Insurance policies differ greatly and trying to understand all the terms and clauses involved can be confusing. From car insurance and home insurance to life and health insurance, here are some tips on how to get on top of your policy:
1. How Does Insurance Work and Why is it Confusing?
Insurance works by asking you to pay a regular payment (called a premium) every week, month, quarter or year in exchange for a certain level of cover. If something unfortunate happens or if you suddenly need assistance, your insurance may cover some or all of the costs involved.
Insurance means a small cost upfront to save you from having to face huge financial burdens if something in life goes wrong.
The reasons why insurance is confusing are listed below:
a) There are many different insurance companies that offer cover for different things;
b) Your insurance policy can be tailored specifically to you, meaning the rules can change all the time; and
c) Insurance providers are very detailed and strict about exactly what circumstances and events they will pay for and which events they won’t.
2. Inclusions and Exclusions
‘Inclusions’ are the things included in your cover. They usually have a yearly dollar limit that you can claim.

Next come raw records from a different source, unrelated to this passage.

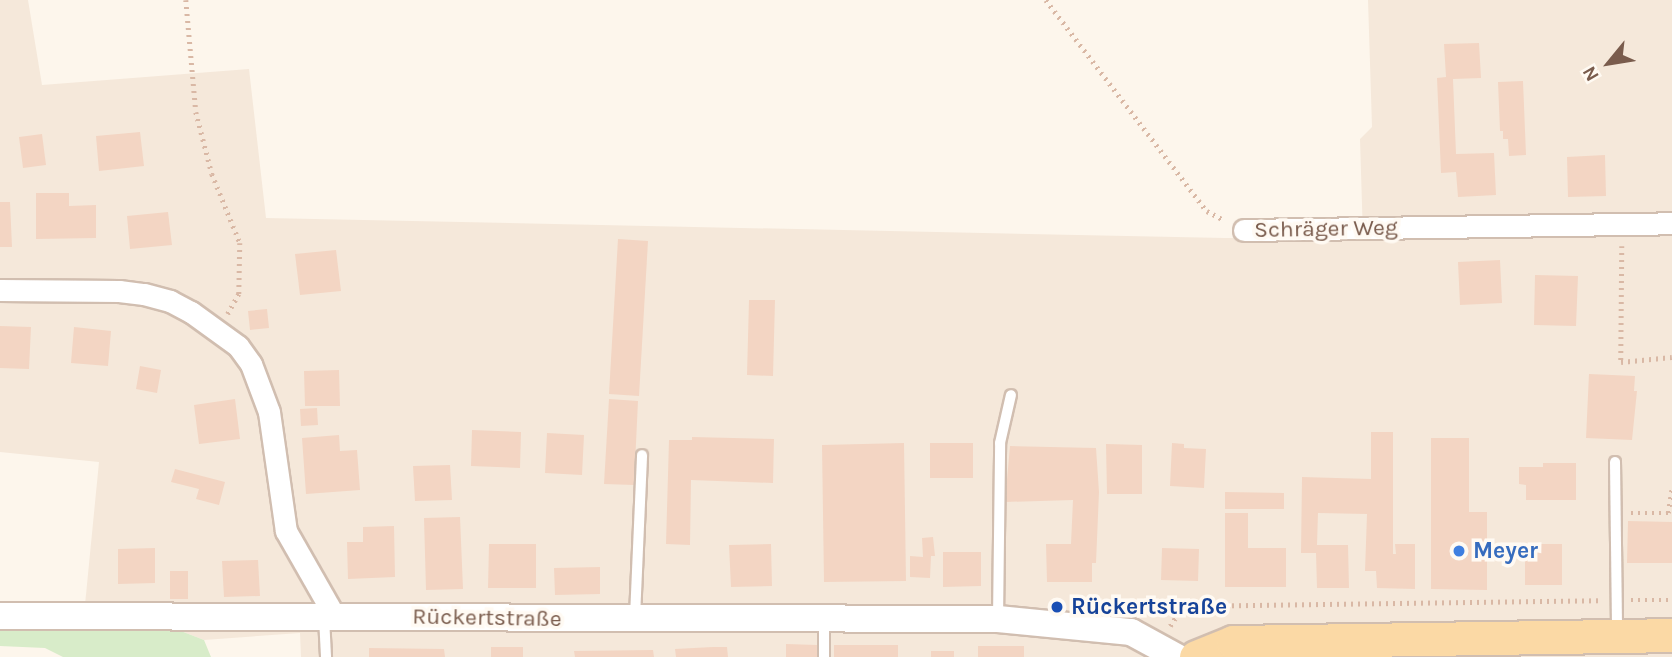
<!DOCTYPE html>
<html>
<head>
<meta charset="utf-8">
<style>
	body { margin:0 }
	#map { position:relative; width:1672px; height:657px; overflow:hidden; background:#fdf6ec; font-family:Karla,sans-serif }
	div>[style] { position:absolute }
	[style*='--x'] { left:calc(var(--x)*1px); top:calc(var(--y)*1px); width:calc(var(--w)*1px); rotate:calc(var(--a)*1deg) }
	.residential>* { inset:0; background:#f5e8da }
	.green>* { inset:0; background:#d8ecc9 }
	.building>* { inset:0; background:#f3d5c3 }
	.path>* { height:4.5px; margin-top:-2.25px; transform-origin:0; background:repeating-linear-gradient(90deg,#d9b8a5 0 2px,transparent 0 7px) }
	.roads { filter:drop-shadow(2px 0 #d1beb0) drop-shadow(-2px 0 #d1beb0) drop-shadow(0 2px #d1beb0) drop-shadow(0 -2px #d1beb0) }
	.service>* { height:10px; margin:-5px; padding:0 5px; transform-origin:5px; border-radius:5px; background:#fff }
	.minor>* { height:21px; margin:-10.5px; padding:0 10.5px; transform-origin:10.5px; border-radius:10.5px; background:#fff }
	.tertiary>* { height:26px; margin:-13px; padding:0 13px; transform-origin:13px; border-radius:13px; background:#fff }
	.primary>* { height:33px; margin:-16.5px; padding:0 16.5px; transform-origin:16.5px; border-radius:16.5px; background:#fbd9a5 }
	.dots>* { width:19px; height:19px; translate:-50% -50%; box-sizing:border-box; border:4px solid #fffaf3; border-radius:50% }
	span { translate:-50% -50%; white-space:nowrap; text-align:center; line-height:1.15; -webkit-text-stroke:7px #fffaf3; paint-order:stroke }
	.street-label { font-size:23px; color:#7a5c4d }
	.shop-label { font-size:23px; color:#366cbe; font-weight:700 }
	.left { translate:0 -50%; text-align:left }
	.transit-label { font-size:23px; color:#164399; font-weight:700 }
	.north { position:absolute; left:1574px; top:28px; width:70px; height:70px; -webkit-text-stroke:5px #fffaf3; paint-order:stroke; rotate:240deg; font-size:19px; font-weight:700; line-height:28px; text-align:center; color:#7a5c4d }
	.north::after { content:''; display:block; margin:auto; width:24px; height:32px; background:#7a5c4d; clip-path:polygon(50% 0,100% 100%,50% 72%,0 100%) }
</style>
</head>
<body>
<div id="map">
	<div class="residential">
		<i style="clip-path:polygon(0 0,28px 0,42px 85px,249px 69px,266px 218px,1225px 238px,1363px 238px,1360px 139px,1372px 127px,1368px 0,1672px 0,1672px 657px,301px 657px,300px 633px,204px 640px,168px 626px,83px 625px,99px 462px,0 452px)"></i>
	</div>
	<div class="green">
		<i style="clip-path:polygon(0 623px,168px 626px,204px 640px,211px 657px,63px 657px,45px 648px,0 646px)"></i>
	</div>
	<div class="building">
		<i style="clip-path:polygon(1479px 43px,1481px 78px,1453px 79px,1456px 154px,1494px 153px,1496px 195px,1458px 197px,1456px 172px,1441px 173px,1437px 78px,1446px 77px,1444px 44px)"></i>
		<i style="clip-path:polygon(1523px 81px,1526px 155px,1509px 156px,1508px 139px,1503px 139px,1503px 131px,1500px 131px,1498px 82px)"></i>
		<i style="clip-path:polygon(140px 132px,144px 166px,99px 171px,96px 136px)"></i>
		<i style="clip-path:polygon(42px 134px,46px 165px,23px 168px,19px 137px)"></i>
		<i style="clip-path:polygon(1605px 155px,1606px 196px,1568px 197px,1567px 157px)"></i>
		<i style="clip-path:polygon(36px 193px,69px 193px,69px 206px,96px 205px,96px 238px,36px 239px)"></i>
		<i style="clip-path:polygon(0 202px,10px 202px,12px 247px,0 247px)"></i>
		<i style="clip-path:polygon(168px 212px,172px 245px,130px 249px,127px 216px)"></i>
		<i style="clip-path:polygon(618px 239px,648px 241px,639px 396px,609px 394px)"></i>
		<i style="clip-path:polygon(336px 250px,341px 291px,300px 295px,295px 254px)"></i>
		<i style="clip-path:polygon(1500px 260px,1502px 303px,1460px 305px,1458px 262px)"></i>
		<i style="clip-path:polygon(1535px 275px,1578px 276px,1576px 326px,1534px 325px)"></i>
		<i style="clip-path:polygon(749px 300px,775px 300px,773px 376px,747px 375px)"></i>
		<i style="clip-path:polygon(267px 309px,269px 328px,250px 330px,248px 311px)"></i>
		<i style="clip-path:polygon(0 326px,31px 327px,29px 369px,0 368px)"></i>
		<i style="clip-path:polygon(74px 327px,111px 331px,108px 366px,71px 363px)"></i>
		<i style="clip-path:polygon(140px 366px,161px 370px,157px 393px,136px 389px)"></i>
		<i style="clip-path:polygon(339px 370px,340px 406px,305px 406px,304px 371px)"></i>
		<i style="clip-path:polygon(1589px 374px,1635px 376px,1634px 391px,1637px 391px,1632px 440px,1586px 438px)"></i>
		<i style="clip-path:polygon(235px 399px,240px 439px,199px 444px,194px 405px)"></i>
		<i style="clip-path:polygon(609px 399px,638px 401px,634px 485px,604px 484px)"></i>
		<i style="clip-path:polygon(317px 408px,318px 425px,301px 426px,300px 409px)"></i>
		<i style="clip-path:polygon(472px 430px,521px 432px,520px 468px,471px 466px)"></i>
		<i style="clip-path:polygon(1371px 432px,1393px 432px,1393px 554px,1396px 554px,1395px 544px,1415px 544px,1415px 589px,1377px 588px,1376px 571px,1365px 571px,1367px 514px,1318px 513px,1317px 545px,1348px 545px,1349px 588px,1317px 588px,1316px 553px,1301px 553px,1302px 477px,1371px 479px)"></i>
		<i style="clip-path:polygon(547px 433px,584px 435px,582px 475px,545px 473px)"></i>
		<i style="clip-path:polygon(339px 435px,340px 451px,357px 450px,360px 490px,306px 494px,302px 438px)"></i>
		<i style="clip-path:polygon(692px 437px,774px 439px,773px 483px,691px 480px,690px 545px,666px 544px,669px 440px,692px 440px)"></i>
		<i style="clip-path:polygon(1431px 438px,1469px 438px,1469px 512px,1487px 512px,1487px 590px,1431px 589px)"></i>
		<i style="clip-path:polygon(904px 443px,906px 581px,824px 582px,822px 445px)"></i>
		<i style="clip-path:polygon(930px 443px,973px 443px,973px 478px,930px 478px)"></i>
		<i style="clip-path:polygon(1172px 443px,1184px 444px,1184px 448px,1206px 449px,1204px 488px,1170px 486px)"></i>
		<i style="clip-path:polygon(1106px 444px,1142px 445px,1142px 494px,1107px 494px)"></i>
		<i style="clip-path:polygon(1010px 446px,1096px 448px,1099px 492px,1096px 563px,1092px 563px,1092px 582px,1047px 582px,1046px 544px,1071px 544px,1073px 500px,1005px 502px)"></i>
		<i style="clip-path:polygon(1543px 463px,1576px 463px,1576px 500px,1526px 500px,1526px 485px,1519px 484px,1519px 467px,1543px 467px)"></i>
		<i style="clip-path:polygon(450px 465px,452px 500px,415px 501px,413px 466px)"></i>
		<i style="clip-path:polygon(175px 469px,225px 482px,219px 505px,196px 499px,199px 489px,171px 482px)"></i>
		<i style="clip-path:polygon(1225px 492px,1284px 493px,1284px 509px,1225px 509px)"></i>
		<i style="clip-path:polygon(1225px 513px,1248px 513px,1248px 548px,1286px 548px,1286px 587px,1225px 587px)"></i>
		<i style="clip-path:polygon(460px 517px,463px 589px,426px 590px,424px 518px)"></i>
		<i style="clip-path:polygon(1628px 521px,1672px 522px,1672px 563px,1627px 563px)"></i>
		<i style="clip-path:polygon(394px 526px,395px 577px,348px 579px,347px 542px,363px 542px,363px 527px)"></i>
		<i style="clip-path:polygon(933px 537px,935px 556px,931px 556px,930px 578px,910px 577px,910px 556px,923px 557px,922px 538px)"></i>
		<i style="clip-path:polygon(489px 544px,536px 544px,536px 588px,488px 588px)"></i>
		<i style="clip-path:polygon(771px 544px,772px 586px,731px 587px,729px 545px)"></i>
		<i style="clip-path:polygon(1525px 544px,1562px 544px,1562px 585px,1525px 585px)"></i>
		<i style="clip-path:polygon(155px 548px,155px 583px,118px 584px,118px 549px)"></i>
		<i style="clip-path:polygon(1162px 548px,1199px 549px,1198px 581px,1161px 580px)"></i>
		<i style="clip-path:polygon(943px 552px,981px 552px,981px 586px,943px 587px)"></i>
		<i style="clip-path:polygon(258px 560px,260px 596px,224px 597px,222px 561px)"></i>
		<i style="clip-path:polygon(600px 567px,600px 594px,555px 595px,554px 568px)"></i>
		<i style="clip-path:polygon(170px 571px,188px 571px,188px 599px,170px 599px)"></i>
		<i style="clip-path:polygon(786px 644px,817px 645px,817px 657px,786px 657px)"></i>
		<i style="clip-path:polygon(834px 645px,898px 645px,898px 657px,834px 657px)"></i>
		<i style="clip-path:polygon(978px 646px,1024px 646px,1024px 657px,978px 657px)"></i>
		<i style="clip-path:polygon(491px 647px,523px 647px,523px 657px,491px 657px)"></i>
		<i style="clip-path:polygon(713px 647px,727px 647px,728px 657px,676px 657px,675px 649px)"></i>
		<i style="clip-path:polygon(369px 648px,444px 649px,445px 657px,369px 657px)"></i>
		<i style="clip-path:polygon(653px 650px,654px 657px,575px 657px,574px 651px)"></i>
		<i style="clip-path:polygon(931px 651px,954px 651px,954px 657px,931px 657px)"></i>
	</div>
	<div class="path">
		<i style="--x:186;--y:0;--w:112;--a:84.9"></i>
		<i style="--x:196;--y:112;--w:64;--a:75.5"></i>
		<i style="--x:212;--y:174;--w:74;--a:67.9"></i>
		<i style="--x:240;--y:243;--w:51;--a:91.1"></i>
		<i style="--x:239;--y:294;--w:23;--a:119"></i>
		<i style="--x:1046;--y:0;--w:265;--a:52.7"></i>
		<i style="--x:1207;--y:211;--w:19;--a:28"></i>
		<i style="--x:1622;--y:246;--w:116;--a:90.5"></i>
		<i style="--x:1621;--y:362;--w:51;--a:-5.6"></i>
		<i style="--x:1631;--y:513;--w:41;--a:0"></i>
		<i style="--x:1668;--y:513;--w:25;--a:-81"></i>
		<i style="--x:1631;--y:600;--w:41;--a:0"></i>
		<i style="--x:1170;--y:626;--w:24;--a:-57"></i>
		<i style="--x:1183;--y:606;--w:418;--a:-0.8"></i>
	</div>
	<div class="roads">
		<div class="service">
			<i style="--x:1615;--y:462;--w:169;--a:89.3"></i>
			<i style="--x:324;--y:617;--w:40;--a:87.1"></i>
			<i style="--x:635;--y:617;--w:162;--a:-87.5"></i>
			<i style="--x:998;--y:619;--w:176;--a:-89.3"></i>
			<i style="--x:1000;--y:443;--w:49;--a:-77.1"></i>
			<i style="--x:824;--y:657;--w:38;--a:-90"></i>
		</div>
		<div class="minor">
			<i style="--x:1244;--y:230;--w:428;--a:-0.9"></i>
			<i style="--x:0;--y:290;--w:119;--a:0.5"></i>
			<i style="--x:119;--y:291;--w:25;--a:7"></i>
			<i style="--x:144;--y:294;--w:27;--a:15"></i>
			<i style="--x:170;--y:301;--w:24;--a:28"></i>
			<i style="--x:191;--y:312;--w:58;--a:35.9"></i>
			<i style="--x:238;--y:346;--w:22;--a:54"></i>
			<i style="--x:251;--y:364;--w:51;--a:69.4"></i>
			<i style="--x:269;--y:412;--w:120;--a:81.9"></i>
			<i style="--x:286;--y:531;--w:99;--a:60.3"></i>
		</div>
		<div class="tertiary">
			<i style="--x:0;--y:616;--w:998;--a:0.17"></i>
			<i style="--x:998;--y:619;--w:134;--a:5.6"></i>
			<i style="--x:1131;--y:632;--w:52;--a:28.5"></i>
		</div>
		<div class="primary">
			<i style="--x:1196;--y:657;--w:40;--a:-22"></i>
			<i style="--x:1233;--y:642;--w:439;--a:-0.9"></i>
		</div>
	</div>
	<div class="dots">
		<i style="left:1459px;top:551px;background:#3f7fe0"></i>
		<i style="left:1057px;top:607px;background:#1a4fb4"></i>
	</div>
	<div class="street-label">
		<span style="left:1326px;top:229px;rotate:-1deg">Schräger Weg</span>
		<span style="left:487px;top:618px;rotate:1deg">Rückertstraße</span>
	</div>
	<div class="shop-label">
		<span class="left" style="left:1473px;top:551px">Meyer</span>
	</div>
	<div class="transit-label">
		<span class="left" style="left:1071px;top:607px">Rückertstraße</span>
	</div>
	<div class="north">N</div>
</div>
</body>
</html>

If you have health insurance, for instance, your inclusions may cover expenses related to general dental or physiotherapy. So if you need to go to the dentist or see the physio, your insurance would pay for some or all of the costs involved.
‘Exclusions’ are things that are not included in your cover. Policies will be very explicit about what the provider won’t cover if something happens. For example, if you have car insurance, your policy might include cover you if you cause an accident while driving, but not if your car has been substantially modified or if you were under the influence of alcohol or drugs at the time.

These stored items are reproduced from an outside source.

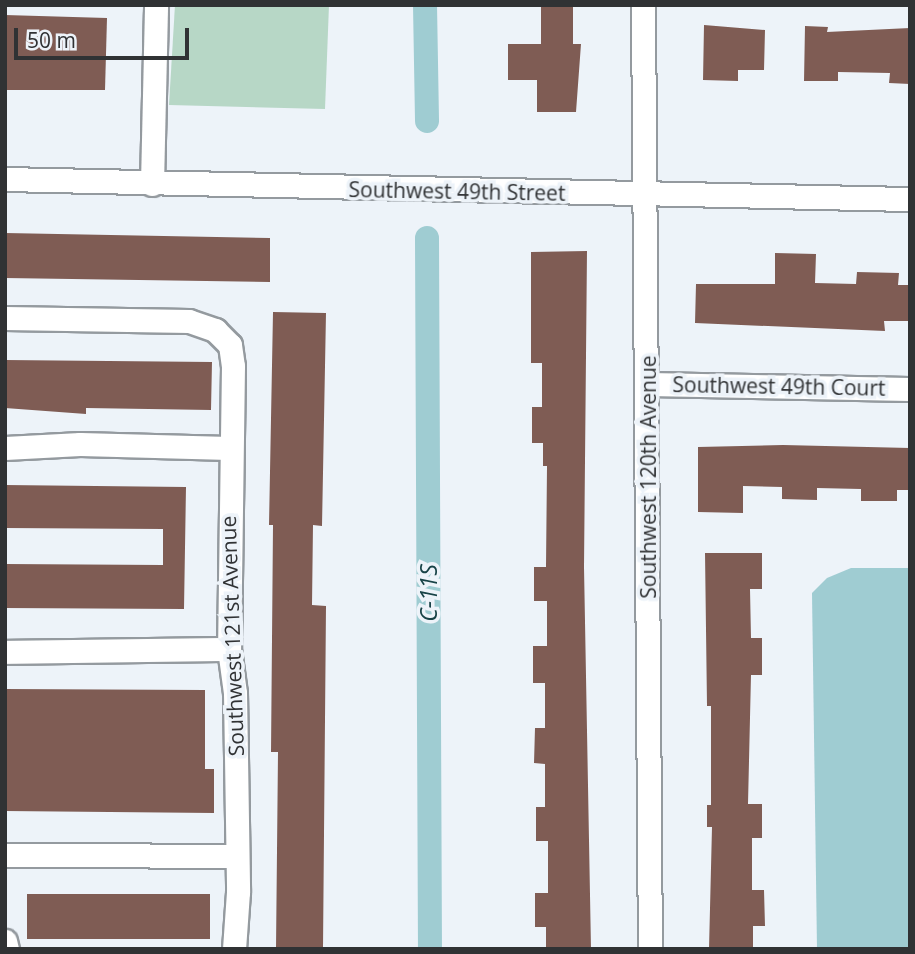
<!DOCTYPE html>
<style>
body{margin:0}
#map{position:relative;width:915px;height:954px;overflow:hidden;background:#edf3f9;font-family:"Open Sans",sans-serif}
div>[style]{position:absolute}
.green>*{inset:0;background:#b7d7c6}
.water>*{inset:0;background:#9fccd2}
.canal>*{height:24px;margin:-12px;padding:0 12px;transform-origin:12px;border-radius:12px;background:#9fccd2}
.building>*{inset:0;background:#7f5c54}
.roads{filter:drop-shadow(2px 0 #949a9f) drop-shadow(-2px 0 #949a9f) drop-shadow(0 2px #949a9f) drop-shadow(0 -2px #949a9f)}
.street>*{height:23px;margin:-11.5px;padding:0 11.5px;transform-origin:11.5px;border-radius:11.5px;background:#fff}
span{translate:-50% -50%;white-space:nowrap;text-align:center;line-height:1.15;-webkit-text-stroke:7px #edf3f9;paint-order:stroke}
.street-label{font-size:21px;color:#303234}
.water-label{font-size:23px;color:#184347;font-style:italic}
.frame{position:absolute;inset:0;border:7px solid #303234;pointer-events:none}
.scale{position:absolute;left:14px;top:28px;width:175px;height:32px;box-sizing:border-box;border:4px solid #303234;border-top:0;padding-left:9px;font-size:21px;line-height:24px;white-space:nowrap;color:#303234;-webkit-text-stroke:5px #edf3f9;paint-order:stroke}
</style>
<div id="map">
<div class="green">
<i style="clip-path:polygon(175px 5px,329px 5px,325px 109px,169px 105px)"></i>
</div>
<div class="water">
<i style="clip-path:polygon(851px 568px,910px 568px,910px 949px,817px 949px,812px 593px,827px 578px)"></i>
</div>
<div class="canal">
<i style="left:425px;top:5px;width:116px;rotate:89deg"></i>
<i style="left:427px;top:238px;width:711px;rotate:89.76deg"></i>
</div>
<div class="building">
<i style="clip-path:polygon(541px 5px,573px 5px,573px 44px,581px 44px,576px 112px,537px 112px,537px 80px,508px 80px,508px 44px,541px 44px)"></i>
<i style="clip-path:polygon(5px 15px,107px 18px,105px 90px,5px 90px)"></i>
<i style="clip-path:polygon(704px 25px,765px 30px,764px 70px,738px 70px,738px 81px,703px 80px)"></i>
<i style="clip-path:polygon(805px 26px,828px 27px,827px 32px,910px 28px,910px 84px,889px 83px,890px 73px,838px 72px,838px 81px,804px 81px)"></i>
<i style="clip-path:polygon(5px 233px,270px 238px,270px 282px,5px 278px)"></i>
<i style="clip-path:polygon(587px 251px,584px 567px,591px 949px,546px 949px,546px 927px,535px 927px,535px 893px,548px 893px,548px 841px,536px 841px,536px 807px,545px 807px,545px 764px,534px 763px,535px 728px,545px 728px,545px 683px,533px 683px,533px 646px,547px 646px,547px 601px,534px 601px,534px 567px,546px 567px,547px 466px,543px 466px,543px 443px,532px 443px,532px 407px,542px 407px,542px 363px,531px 363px,531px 252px)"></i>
<i style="clip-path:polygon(775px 253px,816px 254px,815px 283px,856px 284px,857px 272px,899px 273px,898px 285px,910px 285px,910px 321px,884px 321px,885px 331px,695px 323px,696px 284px,775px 284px)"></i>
<i style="clip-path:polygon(273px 312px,326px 313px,322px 526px,313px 525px,312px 605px,326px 606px,323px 949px,276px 949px,278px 752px,271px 752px,273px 525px,269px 525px)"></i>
<i style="clip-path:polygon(5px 360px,212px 362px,211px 410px,86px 408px,86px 414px,5px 408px)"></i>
<i style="clip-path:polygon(783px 445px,910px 448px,910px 490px,897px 490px,897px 501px,861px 501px,861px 489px,817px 488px,817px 500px,782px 499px,782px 487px,743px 486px,743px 513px,698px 512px,698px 447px)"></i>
<i style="clip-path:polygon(5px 485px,186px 487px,184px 609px,5px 608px,5px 564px,163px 565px,163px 529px,5px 528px)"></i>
<i style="clip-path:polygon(705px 553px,762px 553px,762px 589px,750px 589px,751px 638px,762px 638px,762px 675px,751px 675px,748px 804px,762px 804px,762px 838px,752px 838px,752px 890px,764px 890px,765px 926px,753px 926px,753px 949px,709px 949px,712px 827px,707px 827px,707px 805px,711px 805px,711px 706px,707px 706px)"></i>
<i style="clip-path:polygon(5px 689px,205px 690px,205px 769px,214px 769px,214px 813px,5px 811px)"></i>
<i style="clip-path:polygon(27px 894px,210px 894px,210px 939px,27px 939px)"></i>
</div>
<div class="roads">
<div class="street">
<i style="left:643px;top:5px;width:944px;rotate:89.58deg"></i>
<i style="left:5px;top:179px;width:905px;rotate:1.27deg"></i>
<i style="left:152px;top:184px;width:179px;rotate:-88.7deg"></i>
<i style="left:5px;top:318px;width:184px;rotate:0.9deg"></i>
<i style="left:189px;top:321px;width:28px;rotate:19deg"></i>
<i style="left:215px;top:330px;width:21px;rotate:45deg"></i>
<i style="left:230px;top:345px;width:21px;rotate:82deg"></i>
<i style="left:233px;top:366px;width:283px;rotate:90.8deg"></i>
<i style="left:229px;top:649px;width:44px;rotate:82.2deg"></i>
<i style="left:235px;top:693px;width:199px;rotate:89.1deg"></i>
<i style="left:238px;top:892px;width:57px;rotate:94deg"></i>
<i style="left:647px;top:384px;width:263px;rotate:1.1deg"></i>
<i style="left:5px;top:448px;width:75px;rotate:-3.1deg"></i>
<i style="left:80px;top:444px;width:149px;rotate:1.5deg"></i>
<i style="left:5px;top:652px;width:224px;rotate:-0.8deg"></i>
<i style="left:5px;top:855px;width:232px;rotate:0.2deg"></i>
<i style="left:5px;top:941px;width:8px;rotate:76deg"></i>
</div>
</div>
<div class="street-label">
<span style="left:457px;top:191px;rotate:1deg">Southwest 49th Street</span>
<span style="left:779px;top:386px;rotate:1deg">Southwest 49th Court</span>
<span style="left:648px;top:477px;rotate:-90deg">Southwest 120th Avenue</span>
<span style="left:232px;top:636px;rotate:-92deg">Southwest 121st Avenue</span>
</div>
<div class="water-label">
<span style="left:428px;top:593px;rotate:-90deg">C-11S</span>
</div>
<div class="frame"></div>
<div class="scale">50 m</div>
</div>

In regards to life insurance, a common exclusion is suicide. So if you were to die accidentally, a large amount of money would be paid to your next of kin. However, if you committed suicide, your next of kin would receive no money from the insurance policy.
3. Waiting Periods
For each inclusion in your policy, a waiting period will usually apply. This could be 2 months or 1 year. This means that you cannot make a claim against this particular cover throughout the waiting period. Essentially, the cover only becomes effective once the waiting period is up.
4. Pre-Existing Conditions
Pre-existing conditions are also common exclusions in your policy. This means if the problem existed before you signed up, the insurance provider won’t cover it. A common example of this is having an ailment before you take up health insurance. In relation to car insurance, a pre-existing condition would mean that you are not allowed to make a claim on any damage that occurred before you took out the policy.
5. Understanding Your Specific Policy
Many insurance providers understand that trying to make sense of your insurance policy is difficult. For this reason, they will often produce many other publications, such as booklets, their website and other PDFs to help you understand what your policy does and doesn’t cover. In most cases, you will be able to find a table that lists down what is included in your policy.
If you are unsure about a particular term or clause, the best thing for you to do is to contact your provider and gain direct information from them in regards to your queries. However, instead of simply asking, “What does this clause mean?”, explain your specific situation to the representative. They will then be able to advise if the insurance policy is right for you and if your circumstances are covered.